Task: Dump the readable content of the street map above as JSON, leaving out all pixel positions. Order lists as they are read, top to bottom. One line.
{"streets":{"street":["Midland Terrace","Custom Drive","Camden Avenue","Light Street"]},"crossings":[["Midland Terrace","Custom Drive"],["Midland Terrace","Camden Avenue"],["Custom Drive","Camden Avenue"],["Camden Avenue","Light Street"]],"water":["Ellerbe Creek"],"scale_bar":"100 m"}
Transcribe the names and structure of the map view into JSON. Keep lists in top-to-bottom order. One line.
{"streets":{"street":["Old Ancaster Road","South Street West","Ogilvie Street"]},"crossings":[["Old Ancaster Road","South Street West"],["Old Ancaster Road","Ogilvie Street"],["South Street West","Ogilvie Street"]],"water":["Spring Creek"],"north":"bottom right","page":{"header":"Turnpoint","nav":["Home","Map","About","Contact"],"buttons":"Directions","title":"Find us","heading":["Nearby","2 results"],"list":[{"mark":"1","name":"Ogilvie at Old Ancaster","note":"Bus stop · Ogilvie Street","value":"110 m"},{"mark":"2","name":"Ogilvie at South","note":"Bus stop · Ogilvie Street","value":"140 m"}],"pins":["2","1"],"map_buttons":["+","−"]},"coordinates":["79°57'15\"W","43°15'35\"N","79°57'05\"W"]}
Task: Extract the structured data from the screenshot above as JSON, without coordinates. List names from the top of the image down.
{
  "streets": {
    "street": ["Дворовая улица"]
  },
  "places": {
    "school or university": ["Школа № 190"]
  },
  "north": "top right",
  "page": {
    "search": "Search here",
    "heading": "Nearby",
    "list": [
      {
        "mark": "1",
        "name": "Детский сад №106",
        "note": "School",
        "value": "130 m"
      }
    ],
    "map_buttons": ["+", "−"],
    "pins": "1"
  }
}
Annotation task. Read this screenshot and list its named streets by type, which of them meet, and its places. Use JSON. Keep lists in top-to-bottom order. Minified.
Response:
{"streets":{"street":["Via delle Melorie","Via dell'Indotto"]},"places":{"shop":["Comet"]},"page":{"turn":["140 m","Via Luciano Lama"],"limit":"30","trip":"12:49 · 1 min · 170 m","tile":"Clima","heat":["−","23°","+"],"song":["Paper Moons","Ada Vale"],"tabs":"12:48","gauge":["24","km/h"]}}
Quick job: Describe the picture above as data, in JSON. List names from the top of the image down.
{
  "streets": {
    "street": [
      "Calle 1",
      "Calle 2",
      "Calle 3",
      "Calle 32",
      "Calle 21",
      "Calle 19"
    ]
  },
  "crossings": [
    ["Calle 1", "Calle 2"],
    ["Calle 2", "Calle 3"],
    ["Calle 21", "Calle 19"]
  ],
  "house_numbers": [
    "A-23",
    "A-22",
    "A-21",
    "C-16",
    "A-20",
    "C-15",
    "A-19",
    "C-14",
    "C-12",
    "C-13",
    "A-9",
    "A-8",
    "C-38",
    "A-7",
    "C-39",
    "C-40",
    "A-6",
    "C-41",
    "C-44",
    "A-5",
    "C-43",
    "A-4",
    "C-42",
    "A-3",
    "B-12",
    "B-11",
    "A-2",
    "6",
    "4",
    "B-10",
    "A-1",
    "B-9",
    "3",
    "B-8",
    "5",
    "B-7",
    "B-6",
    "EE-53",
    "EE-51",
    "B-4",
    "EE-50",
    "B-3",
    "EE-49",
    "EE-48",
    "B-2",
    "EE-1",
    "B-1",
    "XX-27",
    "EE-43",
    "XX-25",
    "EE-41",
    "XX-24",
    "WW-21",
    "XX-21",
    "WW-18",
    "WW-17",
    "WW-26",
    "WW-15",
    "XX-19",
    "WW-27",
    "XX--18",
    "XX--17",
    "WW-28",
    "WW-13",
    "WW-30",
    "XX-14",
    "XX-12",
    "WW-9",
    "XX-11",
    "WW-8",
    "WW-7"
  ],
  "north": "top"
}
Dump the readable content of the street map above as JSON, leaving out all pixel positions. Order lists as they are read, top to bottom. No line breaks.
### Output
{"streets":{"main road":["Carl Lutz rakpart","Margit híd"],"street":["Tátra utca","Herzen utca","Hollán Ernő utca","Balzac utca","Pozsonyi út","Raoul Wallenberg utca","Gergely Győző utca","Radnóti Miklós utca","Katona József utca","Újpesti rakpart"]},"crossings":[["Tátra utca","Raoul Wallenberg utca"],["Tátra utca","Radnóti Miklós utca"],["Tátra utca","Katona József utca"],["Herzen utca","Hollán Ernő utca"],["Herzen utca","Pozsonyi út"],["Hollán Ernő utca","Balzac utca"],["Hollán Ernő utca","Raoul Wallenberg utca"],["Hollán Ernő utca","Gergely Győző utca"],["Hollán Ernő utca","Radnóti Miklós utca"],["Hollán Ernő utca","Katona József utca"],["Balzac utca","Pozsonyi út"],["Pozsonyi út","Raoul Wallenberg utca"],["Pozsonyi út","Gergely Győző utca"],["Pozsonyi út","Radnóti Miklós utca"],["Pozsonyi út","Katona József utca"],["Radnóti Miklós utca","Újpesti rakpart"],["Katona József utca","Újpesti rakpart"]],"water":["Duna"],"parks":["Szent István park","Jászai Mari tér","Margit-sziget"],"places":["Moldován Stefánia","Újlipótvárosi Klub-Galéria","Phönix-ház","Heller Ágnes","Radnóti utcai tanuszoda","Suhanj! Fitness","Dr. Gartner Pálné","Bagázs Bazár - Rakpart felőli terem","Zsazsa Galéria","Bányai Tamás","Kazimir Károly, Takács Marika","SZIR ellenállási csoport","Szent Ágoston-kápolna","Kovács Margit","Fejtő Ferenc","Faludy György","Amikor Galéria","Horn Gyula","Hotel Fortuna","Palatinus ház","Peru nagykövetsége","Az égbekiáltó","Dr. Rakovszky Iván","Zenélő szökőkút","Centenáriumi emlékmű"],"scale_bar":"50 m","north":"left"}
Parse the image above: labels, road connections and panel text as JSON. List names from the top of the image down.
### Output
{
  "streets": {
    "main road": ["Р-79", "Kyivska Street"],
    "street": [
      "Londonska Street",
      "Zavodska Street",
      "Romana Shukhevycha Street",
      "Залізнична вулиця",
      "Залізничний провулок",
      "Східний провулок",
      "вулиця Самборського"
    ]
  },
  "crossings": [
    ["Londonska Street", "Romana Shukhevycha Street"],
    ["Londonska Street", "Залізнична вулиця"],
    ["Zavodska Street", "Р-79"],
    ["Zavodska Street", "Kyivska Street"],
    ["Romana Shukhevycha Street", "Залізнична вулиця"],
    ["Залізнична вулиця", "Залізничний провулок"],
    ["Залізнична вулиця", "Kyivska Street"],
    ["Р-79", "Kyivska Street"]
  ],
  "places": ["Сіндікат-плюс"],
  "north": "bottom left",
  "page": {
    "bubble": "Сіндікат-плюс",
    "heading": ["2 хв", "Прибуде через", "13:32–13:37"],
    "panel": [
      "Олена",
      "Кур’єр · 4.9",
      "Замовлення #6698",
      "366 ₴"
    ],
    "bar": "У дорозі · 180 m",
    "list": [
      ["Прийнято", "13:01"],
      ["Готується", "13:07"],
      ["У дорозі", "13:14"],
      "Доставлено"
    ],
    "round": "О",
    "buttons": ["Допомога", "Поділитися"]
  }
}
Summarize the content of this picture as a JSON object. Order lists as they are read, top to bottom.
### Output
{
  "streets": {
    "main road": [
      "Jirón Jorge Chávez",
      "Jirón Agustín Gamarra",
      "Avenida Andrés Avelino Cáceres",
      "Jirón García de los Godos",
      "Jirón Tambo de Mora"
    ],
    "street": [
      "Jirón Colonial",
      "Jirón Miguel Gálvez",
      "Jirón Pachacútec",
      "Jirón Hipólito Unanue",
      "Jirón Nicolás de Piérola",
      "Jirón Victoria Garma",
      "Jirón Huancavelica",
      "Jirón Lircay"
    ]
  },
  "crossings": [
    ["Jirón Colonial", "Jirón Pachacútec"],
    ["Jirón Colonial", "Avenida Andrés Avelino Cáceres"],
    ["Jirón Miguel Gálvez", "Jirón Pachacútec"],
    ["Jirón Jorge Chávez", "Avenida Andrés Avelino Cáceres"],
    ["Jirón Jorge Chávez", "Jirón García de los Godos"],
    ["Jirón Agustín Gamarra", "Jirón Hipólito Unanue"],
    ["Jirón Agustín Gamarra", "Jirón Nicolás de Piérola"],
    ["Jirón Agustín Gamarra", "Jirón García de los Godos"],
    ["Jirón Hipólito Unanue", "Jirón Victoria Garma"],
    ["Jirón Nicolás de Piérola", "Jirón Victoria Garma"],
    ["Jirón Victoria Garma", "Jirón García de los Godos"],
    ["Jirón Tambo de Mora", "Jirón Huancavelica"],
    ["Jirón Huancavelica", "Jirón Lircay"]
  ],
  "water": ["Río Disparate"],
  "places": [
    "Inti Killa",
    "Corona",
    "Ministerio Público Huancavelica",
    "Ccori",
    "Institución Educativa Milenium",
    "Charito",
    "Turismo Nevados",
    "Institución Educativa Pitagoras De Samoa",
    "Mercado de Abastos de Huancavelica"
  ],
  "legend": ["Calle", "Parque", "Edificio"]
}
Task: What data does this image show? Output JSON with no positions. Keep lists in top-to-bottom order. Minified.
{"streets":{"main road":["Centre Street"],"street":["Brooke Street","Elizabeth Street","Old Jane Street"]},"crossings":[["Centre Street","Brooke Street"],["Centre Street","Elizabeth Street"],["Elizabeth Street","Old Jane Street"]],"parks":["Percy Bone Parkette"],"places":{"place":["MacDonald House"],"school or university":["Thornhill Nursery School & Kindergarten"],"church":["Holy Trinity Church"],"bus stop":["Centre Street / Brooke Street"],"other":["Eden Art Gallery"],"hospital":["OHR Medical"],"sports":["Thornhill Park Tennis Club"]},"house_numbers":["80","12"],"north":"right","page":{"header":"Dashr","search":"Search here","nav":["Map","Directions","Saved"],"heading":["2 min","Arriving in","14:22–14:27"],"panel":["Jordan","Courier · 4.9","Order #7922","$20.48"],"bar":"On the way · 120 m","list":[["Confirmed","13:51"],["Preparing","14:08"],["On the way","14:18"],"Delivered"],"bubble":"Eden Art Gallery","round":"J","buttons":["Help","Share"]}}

────────────────────

■ **Goal of the exercise**
Go through the entries above and report every line in which the word "Nearby" appears.

■ **Finished exercise**
{"streets":{"street":["Old Ancaster Road","South Street West","Ogilvie Street"]},"crossings":[["Old Ancaster Road","South Street West"],["Old Ancaster Road","Ogilvie Street"],["South Street West","Ogilvie Street"]],"water":["Spring Creek"],"north":"bottom right","page":{"header":"Turnpoint","nav":["Home","Map","About","Contact"],"buttons":"Directions","title":"Find us","heading":["Nearby","2 results"],"list":[{"mark":"1","name":"Ogilvie at Old Ancaster","note":"Bus stop · Ogilvie Street","value":"110 m"},{"mark":"2","name":"Ogilvie at South","note":"Bus stop · Ogilvie Street","value":"140 m"}],"pins":["2","1"],"map_buttons":["+","−"]},"coordinates":["79°57'15\"W","43°15'35\"N","79°57'05\"W"]}
    "heading": "Nearby",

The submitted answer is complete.